Saved entries:
== == ==

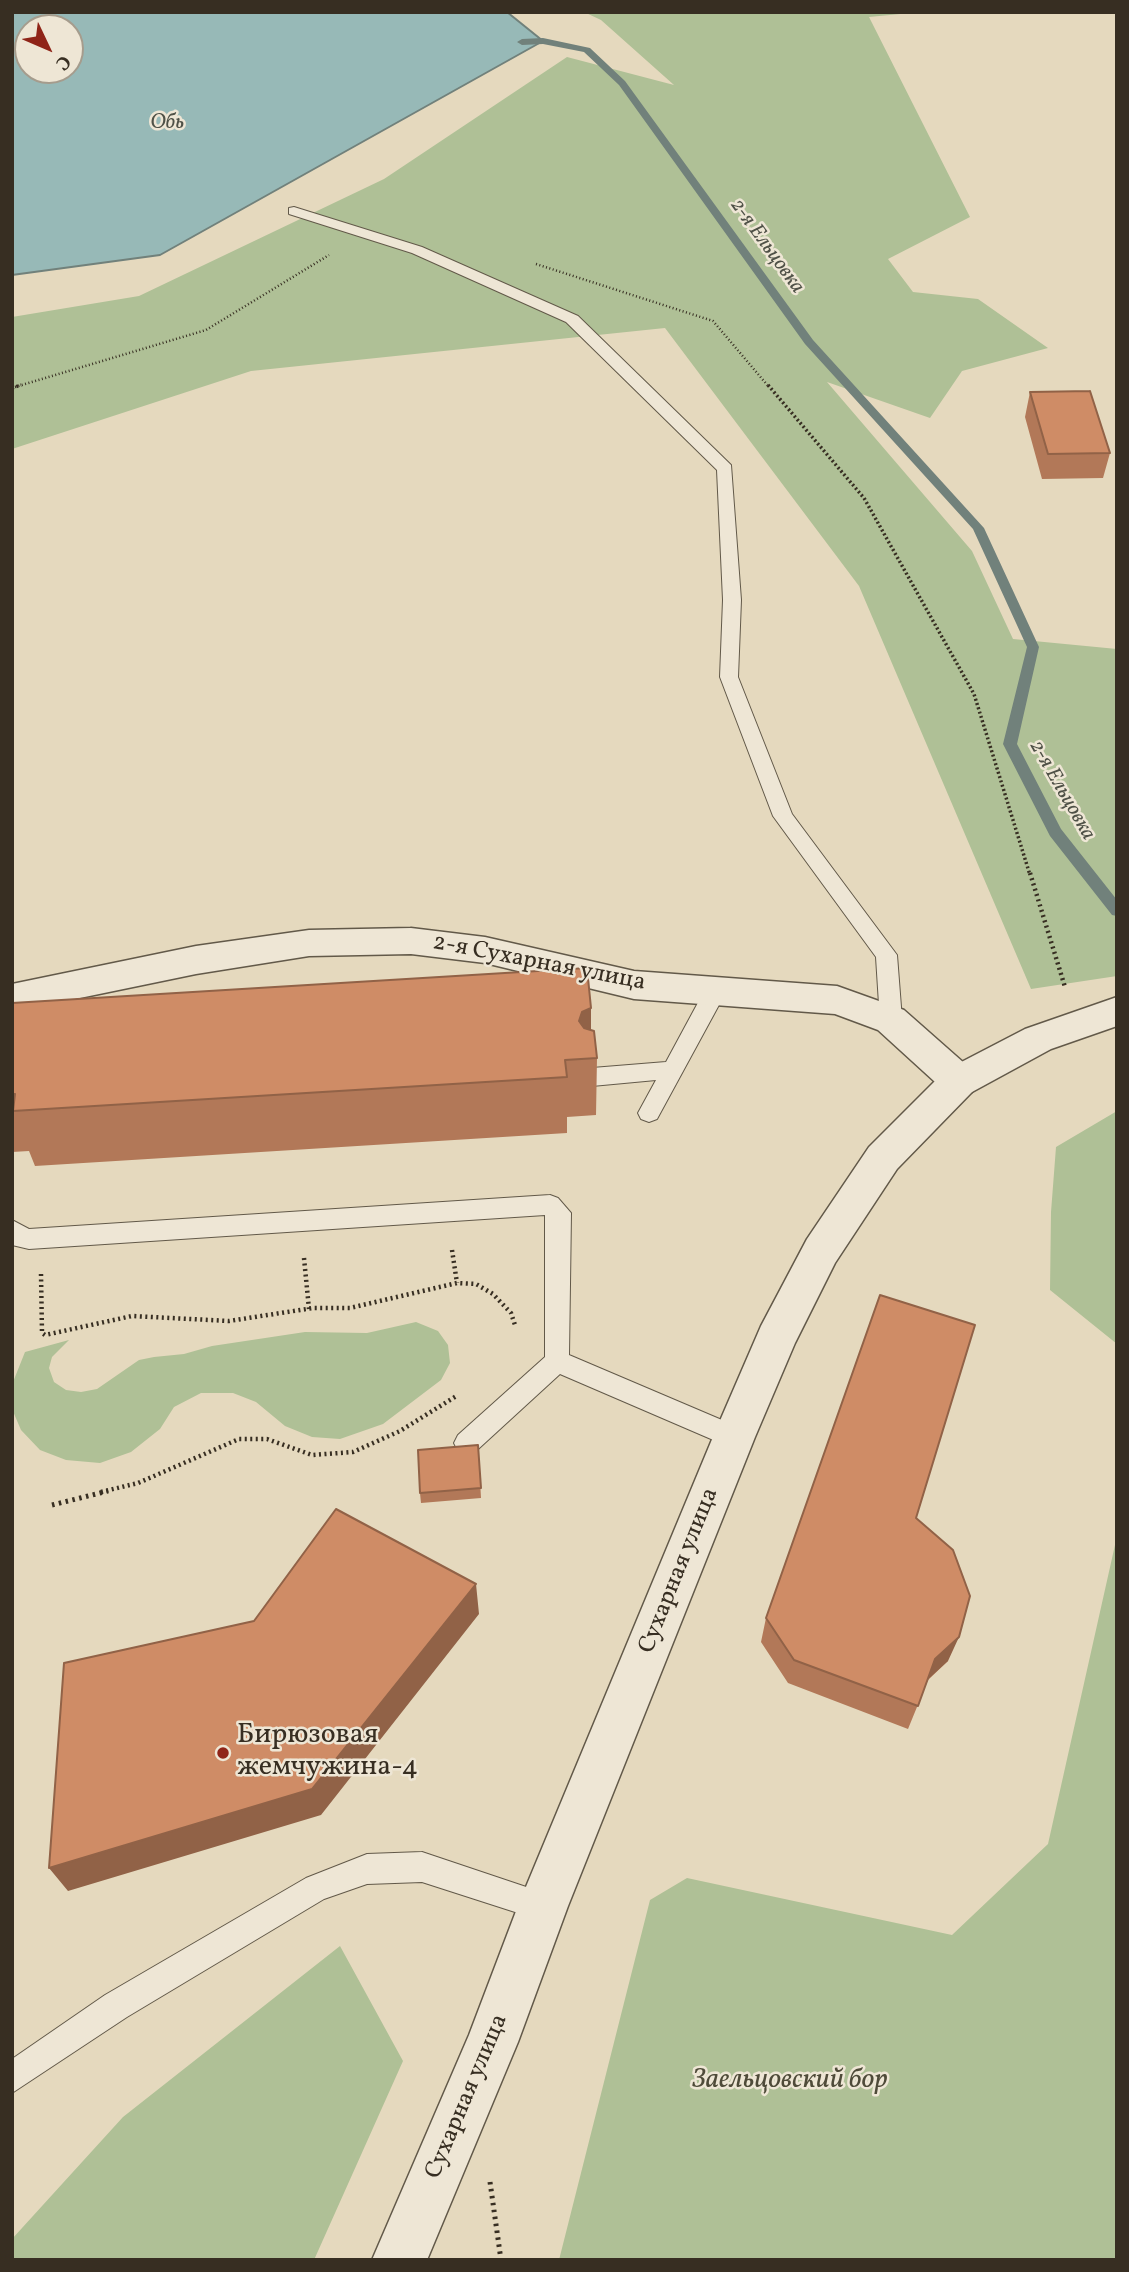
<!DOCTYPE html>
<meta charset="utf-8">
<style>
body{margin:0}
#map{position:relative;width:1129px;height:2272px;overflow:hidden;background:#e5d9be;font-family:Vollkorn,serif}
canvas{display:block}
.frame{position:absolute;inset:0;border:14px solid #372e22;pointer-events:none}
.north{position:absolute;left:14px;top:14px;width:70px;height:70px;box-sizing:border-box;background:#eee6d5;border:2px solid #a59c8d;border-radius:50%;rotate:134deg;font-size:19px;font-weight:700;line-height:28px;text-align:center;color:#372e22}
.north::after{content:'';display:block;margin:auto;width:24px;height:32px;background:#8f2418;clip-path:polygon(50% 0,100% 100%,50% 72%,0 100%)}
</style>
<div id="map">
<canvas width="1129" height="2272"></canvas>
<div class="frame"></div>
<div class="north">С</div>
</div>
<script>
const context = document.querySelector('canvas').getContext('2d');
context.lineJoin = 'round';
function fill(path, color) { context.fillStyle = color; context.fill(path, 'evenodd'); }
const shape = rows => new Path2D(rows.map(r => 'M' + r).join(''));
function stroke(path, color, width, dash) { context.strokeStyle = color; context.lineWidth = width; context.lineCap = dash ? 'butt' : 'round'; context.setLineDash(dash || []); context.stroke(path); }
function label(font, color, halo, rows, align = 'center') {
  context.font = font + ' Vollkorn,serif'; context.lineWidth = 5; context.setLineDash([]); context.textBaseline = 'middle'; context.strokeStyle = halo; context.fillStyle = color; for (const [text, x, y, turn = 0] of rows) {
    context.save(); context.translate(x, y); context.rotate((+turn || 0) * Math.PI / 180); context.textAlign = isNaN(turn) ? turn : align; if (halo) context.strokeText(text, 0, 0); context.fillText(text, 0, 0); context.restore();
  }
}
fill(shape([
 [584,12,921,12,869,17,970,217,888,259,913,292,978,299,1048,348,962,371,930,418,827,382,972,551,1013,639,1117,649,1117,976,1031,989,859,586,665,328,251,371,12,449,12,317,139,296,384,179,567,57,674,85,601,20],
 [1117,1111,1117,1344,1050,1290,1051,1212,1056,1147],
 [416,1322,438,1331,448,1345,450,1363,441,1380,383,1424,340,1439,312,1437,285,1426,256,1402,233,1393,201,1393,174,1407,160,1429,131,1452,100,1463,66,1460,40,1450,21,1430,12,1409,13,1382,25,1352,69,1340,52,1357,49,1368,54,1382,66,1390,81,1392,97,1389,139,1360,154,1357,184,1354,212,1346,305,1332,367,1333],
 [1117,1536,1117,2260,559,2260,650,1900,687,1878,952,1935,1048,1844],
 [340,1946,403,2061,314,2260,12,2260,12,2239,123,2117]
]), '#afc096');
const water = shape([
 [12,12,507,12,543,41,160,255,12,275,12,12],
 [28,28,70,28,70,70,28,70,28,28]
]);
fill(water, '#97b9b7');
stroke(water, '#71817b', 2);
fill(shape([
 [543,38,590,48,625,81,813,340,984,528,1039,647,1017,744,1061,829,1117,900,1117,916,1112,915,1050,836,1003,744,1027,647,973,529,805,344,619,85,584,52,543,44,522,45,517,42,522,39,543,38]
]), '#71817b');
const service = shape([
 [294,207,422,247,578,316,731,465,741,600,738,677,792,814,897,955,902,1020,899,1026,891,1028,883,1026,880,1020,876,957,773,816,720,677,723,600,717,470,566,322,412,253,289,214,289,208,294,207],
 [715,984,723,986,726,992,657,1119,649,1122,641,1119,638,1113,656,1080,592,1086,584,1083,581,1077,584,1071,592,1068,666,1062,707,986,715,984],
 [550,1195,558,1198,571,1213,569,1355,743,1429,747,1437,743,1445,734,1448,725,1445,560,1374,476,1451,467,1455,458,1451,454,1443,458,1435,545,1357,545,1215,29,1249,12,1245,12,1220,29,1229,550,1195],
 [422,1852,553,1896,558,1906,553,1916,543,1921,422,1882,367,1884,324,1899,127,2017,12,2093,12,2059,105,1995,306,1878,367,1854,422,1852]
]);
const minor = shape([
 [411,928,485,937,634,971,837,986,904,1010,972,1070,978,1081,972,1092,959,1096,946,1092,878,1030,835,1014,634,999,485,963,411,954,309,956,196,974,12,1012,12,984,196,946,309,930,411,928]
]);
const tertiary = shape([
 [1117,997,1117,1026,1051,1049,972,1092,897,1169,835,1263,795,1343,755,1437,568,1906,518,2042,427,2260,372,2260,469,2035,518,1906,713,1437,761,1326,807,1239,869,1147,946,1070,1025,1029,1117,997]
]);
stroke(service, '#625949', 2);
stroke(minor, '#625949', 3);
stroke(tertiary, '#625949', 3);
stroke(shape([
 [536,264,713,321,769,387],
 [15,387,206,330,329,255]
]), '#372e22', 2.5, [1, 2.5]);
stroke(shape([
 [768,385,864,498,974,694,1030,875],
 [12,388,21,385]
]), '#372e22', 3.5, [2, 2.5]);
stroke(shape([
 [1030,873,1065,987],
 [452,1250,457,1283],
 [304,1258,309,1309],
 [41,1274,42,1333,45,1335,132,1316,229,1321,313,1308,350,1308,457,1283,476,1284,493,1294,511,1313,515,1325],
 [101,1492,138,1483,239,1439,267,1439,312,1455,353,1452,400,1431,458,1395]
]), '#372e22', 4.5, [2, 3.5]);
stroke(shape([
 [52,1505,108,1491],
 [490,2182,501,2260]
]), '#372e22', 5, [2.5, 4.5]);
fill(service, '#eee6d5');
fill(minor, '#eee6d5');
fill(tertiary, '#eee6d5');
fill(shape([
 [1030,392,1110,453,1103,478,1042,479,1025,417],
 [12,1003,591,1030,597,1058,596,1115,567,1117,567,1133,35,1166,29,1151,12,1152],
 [478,1445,481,1498,421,1503,420,1493],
 [916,1518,948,1661,928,1680,908,1729,788,1683,761,1642,766,1618]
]), '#b27858');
fill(shape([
 [591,1008,591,1059,579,1021,582,1012],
 [476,1584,479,1614,321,1815,68,1891,49,1868],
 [959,1637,948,1661,925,1682,935,1659]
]), '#916247');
const building = shape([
 [1090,391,1110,453,1048,454,1030,392,1090,391],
 [587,968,591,1008,582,1012,579,1021,584,1028,594,1031,597,1058,565,1060,567,1077,13,1111,15,1094,12,1094,12,1003,587,968],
 [880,1295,975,1325,916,1518,953,1550,970,1596,959,1637,935,1659,918,1706,794,1660,766,1618,880,1295],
 [478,1445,481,1488,420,1493,418,1450,478,1445],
 [336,1509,476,1584,312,1789,49,1868,64,1663,254,1621,336,1509]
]);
fill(building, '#cf8c66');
stroke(building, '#916247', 2);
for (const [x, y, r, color] of [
 [223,1753,7,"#8f2418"]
]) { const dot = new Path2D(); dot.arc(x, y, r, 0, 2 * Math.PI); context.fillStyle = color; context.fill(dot); stroke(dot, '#eee6d5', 2.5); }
label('italic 21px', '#4f5147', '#eee6d5', [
 ["Обь",167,124],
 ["2-я Ельцовка",766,247,54],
 ["2-я Ельцовка",1061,791,60]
]);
label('24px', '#372e22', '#eee6d5', [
 ["2-я Сухарная улица",539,964,11],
 ["Сухарная улица",680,1571,-68],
 ["Сухарная улица",468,2097,-67]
]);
label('28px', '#372e22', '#eee6d5', [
 ["Бирюзовая",237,1737],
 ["жемчужина-4",237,1769]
], 'left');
label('italic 28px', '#4f4b39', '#eee6d5', [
 ["Заельцовский бор",790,2082]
]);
</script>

== == ==

Task details> Report how many lines in the data include the string "function", giving nothing but that number.

Reply to the exercise> 3